Segment Open
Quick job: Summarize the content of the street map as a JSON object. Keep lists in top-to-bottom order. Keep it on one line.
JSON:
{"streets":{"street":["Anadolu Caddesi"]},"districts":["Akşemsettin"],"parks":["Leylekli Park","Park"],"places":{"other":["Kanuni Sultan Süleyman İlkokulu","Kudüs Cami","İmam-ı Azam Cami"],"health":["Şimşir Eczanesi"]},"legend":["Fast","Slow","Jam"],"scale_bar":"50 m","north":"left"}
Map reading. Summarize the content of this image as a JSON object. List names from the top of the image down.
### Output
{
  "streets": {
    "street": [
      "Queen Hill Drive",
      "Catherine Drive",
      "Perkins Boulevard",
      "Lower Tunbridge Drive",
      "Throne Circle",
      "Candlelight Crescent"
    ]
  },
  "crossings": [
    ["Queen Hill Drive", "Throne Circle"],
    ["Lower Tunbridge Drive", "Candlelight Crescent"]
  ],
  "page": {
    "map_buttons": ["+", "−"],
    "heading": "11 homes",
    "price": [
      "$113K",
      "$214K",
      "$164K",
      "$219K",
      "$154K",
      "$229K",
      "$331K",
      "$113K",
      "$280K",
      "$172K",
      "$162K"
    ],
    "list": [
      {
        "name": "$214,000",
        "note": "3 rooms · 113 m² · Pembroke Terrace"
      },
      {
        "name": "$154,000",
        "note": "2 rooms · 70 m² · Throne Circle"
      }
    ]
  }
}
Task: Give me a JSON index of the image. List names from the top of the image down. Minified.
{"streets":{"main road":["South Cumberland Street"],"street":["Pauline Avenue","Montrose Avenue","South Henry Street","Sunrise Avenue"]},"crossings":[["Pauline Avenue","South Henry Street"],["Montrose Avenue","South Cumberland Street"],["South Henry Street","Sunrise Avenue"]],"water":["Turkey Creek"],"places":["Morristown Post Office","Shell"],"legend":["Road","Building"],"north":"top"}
Segment Closed
» PROBLEM DETAILS: Above are some records. Print them all exactly.

» EXERCISE OUTPUT:
Quick job: Summarize the content of the street map as a JSON object. Keep lists in top-to-bottom order. Keep it on one line.
JSON:
{"streets":{"street":["Anadolu Caddesi"]},"districts":["Akşemsettin"],"parks":["Leylekli Park","Park"],"places":{"other":["Kanuni Sultan Süleyman İlkokulu","Kudüs Cami","İmam-ı Azam Cami"],"health":["Şimşir Eczanesi"]},"legend":["Fast","Slow","Jam"],"scale_bar":"50 m","north":"left"}
Map reading. Summarize the content of this image as a JSON object. List names from the top of the image down.
### Output
{
  "streets": {
    "street": [
      "Queen Hill Drive",
      "Catherine Drive",
      "Perkins Boulevard",
      "Lower Tunbridge Drive",
      "Throne Circle",
      "Candlelight Crescent"
    ]
  },
  "crossings": [
    ["Queen Hill Drive", "Throne Circle"],
    ["Lower Tunbridge Drive", "Candlelight Crescent"]
  ],
  "page": {
    "map_buttons": ["+", "−"],
    "heading": "11 homes",
    "price": [
      "$113K",
      "$214K",
      "$164K",
      "$219K",
      "$154K",
      "$229K",
      "$331K",
      "$113K",
      "$280K",
      "$172K",
      "$162K"
    ],
    "list": [
      {
        "name": "$214,000",
        "note": "3 rooms · 113 m² · Pembroke Terrace"
      },
      {
        "name": "$154,000",
        "note": "2 rooms · 70 m² · Throne Circle"
      }
    ]
  }
}
Task: Give me a JSON index of the image. List names from the top of the image down. Minified.
{"streets":{"main road":["South Cumberland Street"],"street":["Pauline Avenue","Montrose Avenue","South Henry Street","Sunrise Avenue"]},"crossings":[["Pauline Avenue","South Henry Street"],["Montrose Avenue","South Cumberland Street"],["South Henry Street","Sunrise Avenue"]],"water":["Turkey Creek"],"places":["Morristown Post Office","Shell"],"legend":["Road","Building"],"north":"top"}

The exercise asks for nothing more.